Certains croient deviner dans la stratégie du « trait d’union » de Marine Tondelier ses ambitions présidentielles. « Elle se dit : “Si je suis le dénominateur commun du Parti socialiste à La France insoumise, c’est que je suis la bonne candidate pour 2027” », assure un haut placé du PS. « Mais elle se met le doigt dans l’œil par rapport à Mélenchon. Il pense que l’union de la gauche doit forcément lui servir. Le grand écart permanent des écologistes finit par faire mal aux adducteurs. Un moment, il faut choisir entre Mélenchon et la gauche de responsabilité », poursuit-il.
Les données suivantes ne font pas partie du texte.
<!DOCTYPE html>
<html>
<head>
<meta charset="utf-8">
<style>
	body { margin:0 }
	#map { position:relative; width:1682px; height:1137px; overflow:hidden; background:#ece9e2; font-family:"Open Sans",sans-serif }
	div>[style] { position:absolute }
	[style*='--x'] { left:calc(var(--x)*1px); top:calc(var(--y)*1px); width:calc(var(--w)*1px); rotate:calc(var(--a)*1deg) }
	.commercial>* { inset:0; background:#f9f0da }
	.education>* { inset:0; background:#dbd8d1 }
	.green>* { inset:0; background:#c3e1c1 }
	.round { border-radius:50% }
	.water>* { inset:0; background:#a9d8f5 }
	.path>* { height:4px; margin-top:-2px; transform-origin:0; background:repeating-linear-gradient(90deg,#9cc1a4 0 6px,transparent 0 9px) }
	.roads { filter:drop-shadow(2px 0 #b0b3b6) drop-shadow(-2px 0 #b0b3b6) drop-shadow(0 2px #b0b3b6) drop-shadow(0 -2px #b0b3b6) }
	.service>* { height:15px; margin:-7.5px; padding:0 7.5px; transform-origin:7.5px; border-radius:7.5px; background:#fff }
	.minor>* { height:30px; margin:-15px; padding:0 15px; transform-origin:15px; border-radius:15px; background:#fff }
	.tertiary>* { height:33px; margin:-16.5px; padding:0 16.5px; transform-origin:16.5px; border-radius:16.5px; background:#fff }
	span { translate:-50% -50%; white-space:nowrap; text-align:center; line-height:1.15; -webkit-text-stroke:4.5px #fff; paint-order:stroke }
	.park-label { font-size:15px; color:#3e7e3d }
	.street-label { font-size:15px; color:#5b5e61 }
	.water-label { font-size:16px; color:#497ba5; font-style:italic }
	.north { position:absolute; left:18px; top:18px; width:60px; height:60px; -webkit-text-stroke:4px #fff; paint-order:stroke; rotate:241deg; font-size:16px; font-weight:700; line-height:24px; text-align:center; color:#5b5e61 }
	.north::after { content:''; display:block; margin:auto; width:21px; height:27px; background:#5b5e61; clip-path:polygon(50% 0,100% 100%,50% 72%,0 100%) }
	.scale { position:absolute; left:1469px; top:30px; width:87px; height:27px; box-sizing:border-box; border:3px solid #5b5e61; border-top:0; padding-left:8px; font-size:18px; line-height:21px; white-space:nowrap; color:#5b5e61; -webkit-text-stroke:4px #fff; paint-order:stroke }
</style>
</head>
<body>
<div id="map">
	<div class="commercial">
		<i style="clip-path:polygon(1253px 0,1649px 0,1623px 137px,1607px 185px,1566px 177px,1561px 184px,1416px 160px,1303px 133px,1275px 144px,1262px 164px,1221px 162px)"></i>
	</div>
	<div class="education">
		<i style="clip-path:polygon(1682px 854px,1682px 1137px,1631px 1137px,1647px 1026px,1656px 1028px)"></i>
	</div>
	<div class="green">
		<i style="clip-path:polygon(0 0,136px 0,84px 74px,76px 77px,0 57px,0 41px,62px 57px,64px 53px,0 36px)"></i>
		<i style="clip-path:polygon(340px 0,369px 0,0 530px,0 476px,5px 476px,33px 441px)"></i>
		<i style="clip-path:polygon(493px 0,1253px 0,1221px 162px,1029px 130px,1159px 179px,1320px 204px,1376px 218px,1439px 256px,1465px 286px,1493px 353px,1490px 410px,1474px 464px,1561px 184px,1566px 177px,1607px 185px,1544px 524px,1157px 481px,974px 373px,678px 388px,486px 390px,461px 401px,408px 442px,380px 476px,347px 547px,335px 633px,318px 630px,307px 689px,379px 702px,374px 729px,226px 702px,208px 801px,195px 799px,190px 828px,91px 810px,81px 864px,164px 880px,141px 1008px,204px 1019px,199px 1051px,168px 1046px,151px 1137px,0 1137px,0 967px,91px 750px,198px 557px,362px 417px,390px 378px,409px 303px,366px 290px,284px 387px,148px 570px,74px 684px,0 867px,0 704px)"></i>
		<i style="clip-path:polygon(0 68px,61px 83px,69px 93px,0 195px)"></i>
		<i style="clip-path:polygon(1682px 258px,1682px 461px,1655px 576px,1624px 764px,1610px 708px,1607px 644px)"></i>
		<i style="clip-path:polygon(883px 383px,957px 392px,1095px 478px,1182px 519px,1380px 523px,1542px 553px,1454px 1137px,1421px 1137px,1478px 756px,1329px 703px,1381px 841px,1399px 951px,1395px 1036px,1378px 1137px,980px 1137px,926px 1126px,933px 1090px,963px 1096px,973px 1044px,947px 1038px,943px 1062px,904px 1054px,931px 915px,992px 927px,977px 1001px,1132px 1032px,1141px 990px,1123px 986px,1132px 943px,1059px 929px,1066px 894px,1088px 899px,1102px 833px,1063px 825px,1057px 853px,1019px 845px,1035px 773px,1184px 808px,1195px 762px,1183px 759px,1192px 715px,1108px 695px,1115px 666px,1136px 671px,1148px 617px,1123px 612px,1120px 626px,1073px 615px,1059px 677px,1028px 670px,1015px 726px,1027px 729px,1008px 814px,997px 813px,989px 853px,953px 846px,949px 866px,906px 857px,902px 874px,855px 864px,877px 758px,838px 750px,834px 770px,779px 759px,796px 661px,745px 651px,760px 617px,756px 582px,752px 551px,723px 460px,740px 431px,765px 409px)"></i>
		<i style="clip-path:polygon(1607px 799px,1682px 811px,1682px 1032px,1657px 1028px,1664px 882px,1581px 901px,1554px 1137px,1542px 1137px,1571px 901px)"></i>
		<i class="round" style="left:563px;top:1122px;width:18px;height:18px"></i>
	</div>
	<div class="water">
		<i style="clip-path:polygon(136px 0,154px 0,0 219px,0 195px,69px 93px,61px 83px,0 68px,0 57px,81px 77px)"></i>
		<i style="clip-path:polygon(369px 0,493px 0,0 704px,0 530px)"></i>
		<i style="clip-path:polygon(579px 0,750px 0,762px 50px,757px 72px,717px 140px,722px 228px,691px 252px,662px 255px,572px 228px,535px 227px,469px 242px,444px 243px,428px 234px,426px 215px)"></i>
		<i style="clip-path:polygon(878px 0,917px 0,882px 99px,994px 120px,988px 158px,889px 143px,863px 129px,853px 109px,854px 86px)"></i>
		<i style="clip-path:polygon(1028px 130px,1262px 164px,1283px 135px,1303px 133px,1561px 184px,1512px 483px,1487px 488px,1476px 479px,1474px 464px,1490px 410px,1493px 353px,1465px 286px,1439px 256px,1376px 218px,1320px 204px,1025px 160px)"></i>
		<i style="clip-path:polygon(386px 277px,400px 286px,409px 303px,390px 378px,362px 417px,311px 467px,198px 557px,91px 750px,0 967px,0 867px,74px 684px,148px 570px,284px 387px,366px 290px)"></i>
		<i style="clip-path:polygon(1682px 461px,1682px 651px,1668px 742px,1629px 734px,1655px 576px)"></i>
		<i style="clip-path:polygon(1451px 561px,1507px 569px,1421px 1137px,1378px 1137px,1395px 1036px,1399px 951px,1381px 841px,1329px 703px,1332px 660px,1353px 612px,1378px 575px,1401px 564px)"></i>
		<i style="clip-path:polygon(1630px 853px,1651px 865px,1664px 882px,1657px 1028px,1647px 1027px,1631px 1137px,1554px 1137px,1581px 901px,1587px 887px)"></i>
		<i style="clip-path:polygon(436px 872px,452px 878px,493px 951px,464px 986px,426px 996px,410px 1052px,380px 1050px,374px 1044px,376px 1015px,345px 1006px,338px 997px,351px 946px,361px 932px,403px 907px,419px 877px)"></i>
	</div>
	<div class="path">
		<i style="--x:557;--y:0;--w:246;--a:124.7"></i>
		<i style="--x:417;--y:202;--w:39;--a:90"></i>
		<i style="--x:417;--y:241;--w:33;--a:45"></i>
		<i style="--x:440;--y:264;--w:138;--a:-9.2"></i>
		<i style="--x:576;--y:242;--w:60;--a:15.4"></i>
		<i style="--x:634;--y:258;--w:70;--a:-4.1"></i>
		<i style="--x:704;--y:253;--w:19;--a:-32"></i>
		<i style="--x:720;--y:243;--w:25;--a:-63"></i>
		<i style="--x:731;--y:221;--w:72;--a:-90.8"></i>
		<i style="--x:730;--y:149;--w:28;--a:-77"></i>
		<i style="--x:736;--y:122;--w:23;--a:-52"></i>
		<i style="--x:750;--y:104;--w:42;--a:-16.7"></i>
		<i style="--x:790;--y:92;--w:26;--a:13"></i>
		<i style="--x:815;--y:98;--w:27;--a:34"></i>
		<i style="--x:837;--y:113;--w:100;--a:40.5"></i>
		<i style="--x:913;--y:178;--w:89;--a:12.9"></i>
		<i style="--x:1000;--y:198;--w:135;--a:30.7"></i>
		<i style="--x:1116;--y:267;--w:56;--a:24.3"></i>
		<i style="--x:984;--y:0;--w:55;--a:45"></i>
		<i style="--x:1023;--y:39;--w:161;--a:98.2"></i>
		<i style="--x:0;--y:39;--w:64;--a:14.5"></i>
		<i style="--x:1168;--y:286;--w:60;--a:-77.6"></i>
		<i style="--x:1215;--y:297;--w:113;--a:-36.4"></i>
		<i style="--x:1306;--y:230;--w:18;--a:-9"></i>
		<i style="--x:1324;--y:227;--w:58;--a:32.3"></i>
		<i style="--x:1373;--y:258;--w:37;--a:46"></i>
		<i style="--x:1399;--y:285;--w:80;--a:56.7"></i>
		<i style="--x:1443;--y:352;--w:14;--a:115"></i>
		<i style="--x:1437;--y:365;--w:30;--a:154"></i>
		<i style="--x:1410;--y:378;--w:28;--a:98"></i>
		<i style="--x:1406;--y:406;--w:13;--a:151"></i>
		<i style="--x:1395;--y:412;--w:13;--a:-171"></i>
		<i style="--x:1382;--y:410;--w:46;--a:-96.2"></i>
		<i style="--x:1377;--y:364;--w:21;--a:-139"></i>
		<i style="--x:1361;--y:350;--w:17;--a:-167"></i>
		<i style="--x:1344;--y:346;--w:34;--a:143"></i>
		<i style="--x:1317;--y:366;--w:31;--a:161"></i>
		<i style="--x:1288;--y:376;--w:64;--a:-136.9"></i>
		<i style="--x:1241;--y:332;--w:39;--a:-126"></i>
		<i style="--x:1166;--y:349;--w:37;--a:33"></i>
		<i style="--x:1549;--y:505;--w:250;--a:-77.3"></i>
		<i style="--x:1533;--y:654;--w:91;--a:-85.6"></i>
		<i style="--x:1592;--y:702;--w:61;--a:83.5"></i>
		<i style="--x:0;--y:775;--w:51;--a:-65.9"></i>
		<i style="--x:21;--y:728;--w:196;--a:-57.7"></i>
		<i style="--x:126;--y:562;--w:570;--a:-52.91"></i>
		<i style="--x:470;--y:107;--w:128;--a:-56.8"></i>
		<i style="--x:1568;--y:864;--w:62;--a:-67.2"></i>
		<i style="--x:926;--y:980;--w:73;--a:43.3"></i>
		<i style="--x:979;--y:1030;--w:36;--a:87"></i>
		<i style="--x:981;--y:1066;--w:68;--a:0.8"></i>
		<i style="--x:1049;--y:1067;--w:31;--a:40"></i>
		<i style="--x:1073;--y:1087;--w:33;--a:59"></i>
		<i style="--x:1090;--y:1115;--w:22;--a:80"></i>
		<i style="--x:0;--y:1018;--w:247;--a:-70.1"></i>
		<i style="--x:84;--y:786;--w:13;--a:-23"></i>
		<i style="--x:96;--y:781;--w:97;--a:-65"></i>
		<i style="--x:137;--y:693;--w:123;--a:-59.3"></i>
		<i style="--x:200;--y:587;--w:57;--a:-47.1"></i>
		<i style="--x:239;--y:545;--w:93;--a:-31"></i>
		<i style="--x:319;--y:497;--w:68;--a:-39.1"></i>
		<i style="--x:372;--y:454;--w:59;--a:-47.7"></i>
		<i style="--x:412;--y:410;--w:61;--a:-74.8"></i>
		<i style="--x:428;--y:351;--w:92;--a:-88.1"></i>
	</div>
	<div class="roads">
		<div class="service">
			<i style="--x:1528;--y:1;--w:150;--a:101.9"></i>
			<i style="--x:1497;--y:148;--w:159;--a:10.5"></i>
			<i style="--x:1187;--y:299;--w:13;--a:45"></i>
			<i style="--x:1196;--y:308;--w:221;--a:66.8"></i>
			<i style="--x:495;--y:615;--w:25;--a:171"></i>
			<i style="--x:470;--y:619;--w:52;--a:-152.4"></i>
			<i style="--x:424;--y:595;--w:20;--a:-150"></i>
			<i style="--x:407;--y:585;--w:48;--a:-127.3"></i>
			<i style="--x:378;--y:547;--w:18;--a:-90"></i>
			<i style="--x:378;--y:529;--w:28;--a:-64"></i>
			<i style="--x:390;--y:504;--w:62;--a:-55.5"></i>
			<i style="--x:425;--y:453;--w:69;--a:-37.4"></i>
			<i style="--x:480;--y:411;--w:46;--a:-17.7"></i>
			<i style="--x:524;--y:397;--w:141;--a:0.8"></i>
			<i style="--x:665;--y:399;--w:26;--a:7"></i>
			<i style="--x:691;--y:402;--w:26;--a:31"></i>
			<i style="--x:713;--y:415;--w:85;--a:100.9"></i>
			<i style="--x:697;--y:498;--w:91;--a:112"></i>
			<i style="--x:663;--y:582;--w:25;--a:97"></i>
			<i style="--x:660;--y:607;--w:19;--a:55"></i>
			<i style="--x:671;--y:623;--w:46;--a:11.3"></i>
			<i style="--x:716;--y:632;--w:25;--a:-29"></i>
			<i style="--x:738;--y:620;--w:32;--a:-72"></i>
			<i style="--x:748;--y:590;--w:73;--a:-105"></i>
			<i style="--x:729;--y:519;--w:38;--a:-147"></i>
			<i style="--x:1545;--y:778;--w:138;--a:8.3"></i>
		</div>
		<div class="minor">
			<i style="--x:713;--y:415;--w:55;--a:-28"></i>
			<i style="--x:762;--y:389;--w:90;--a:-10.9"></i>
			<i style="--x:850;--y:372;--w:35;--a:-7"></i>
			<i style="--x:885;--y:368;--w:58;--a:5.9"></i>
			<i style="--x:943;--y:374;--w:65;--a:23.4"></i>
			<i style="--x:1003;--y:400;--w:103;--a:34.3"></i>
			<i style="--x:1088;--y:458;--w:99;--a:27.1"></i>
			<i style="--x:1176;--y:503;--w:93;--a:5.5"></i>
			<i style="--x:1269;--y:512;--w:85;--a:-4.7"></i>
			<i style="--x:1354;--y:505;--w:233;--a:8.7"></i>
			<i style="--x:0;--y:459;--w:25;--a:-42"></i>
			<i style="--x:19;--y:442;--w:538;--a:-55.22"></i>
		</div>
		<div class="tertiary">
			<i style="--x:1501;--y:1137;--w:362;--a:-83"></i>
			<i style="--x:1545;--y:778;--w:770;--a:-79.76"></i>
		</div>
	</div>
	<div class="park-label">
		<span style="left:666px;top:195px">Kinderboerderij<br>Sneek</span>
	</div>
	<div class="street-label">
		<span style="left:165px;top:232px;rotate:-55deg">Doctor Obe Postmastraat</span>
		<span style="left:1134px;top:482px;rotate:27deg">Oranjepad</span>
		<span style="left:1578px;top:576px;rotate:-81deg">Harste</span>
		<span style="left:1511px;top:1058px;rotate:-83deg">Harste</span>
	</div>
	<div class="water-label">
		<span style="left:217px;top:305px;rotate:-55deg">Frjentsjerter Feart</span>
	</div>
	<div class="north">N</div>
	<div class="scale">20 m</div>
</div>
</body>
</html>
Le premier juge de paix pour Marine Tondelier arrive en mars prochain lors des élections municipales. Là encore, la question des alliances politiques sera majeure. Les Écologistes doivent-ils signer un accord national avec le Parti socialiste avec qui ils dirigent plusieurs villes ? Ou, à l’inverse, faire au cas par cas, s’alliant tantôt avec le PS, tantôt avec La France insoumise. Si le mouvement espère compter sur le soutien des socialistes dans des villes entre leurs mains comme Lyon et Bordeaux, les Verts hésitent à faire front commun avec les Insoumis dans des bastions socialistes tels que Rennes, Nantes ou Montpellier.
« En 2026, les Écologistes ne pourront pas faire des alliances avec LFI quand ça leur chante, puis d’autres avec le PS quand ça leur convient mieux. On ne fait pas son marché en fonction de ses intérêts », prévient un cadre socialiste au JDD. D’autant que l’année prochaine, les Verts auront beaucoup à perdre après les nombreuses villes gagnées en 2020 : Strasbourg, Bordeaux, Lyon, Poitiers, Tours… « Je suis persuadé qu’on peut en gagner d’autres si on parvient à s’entendre avec les autres partis de gauche et avec les citoyens engagés localement qui partagent nos idées », affirme de son côté le sénateur des Bouches-du-Rhône Guy Benarroche. « Dans mon département, l’objectif est par exemple de gagner 3 ou 4 mairies supplémentaires », argue-t-il.
Le premier discours public depuis la réélection de Marine Tondelier comme secrétaire nationale des Écologistes est attendu pour ce samedi 26 avril. Pas sûr qu’une stratégie définitive soit détaillée, ni qu’elle fasse baisser le volume des voix discordantes au sein du parti.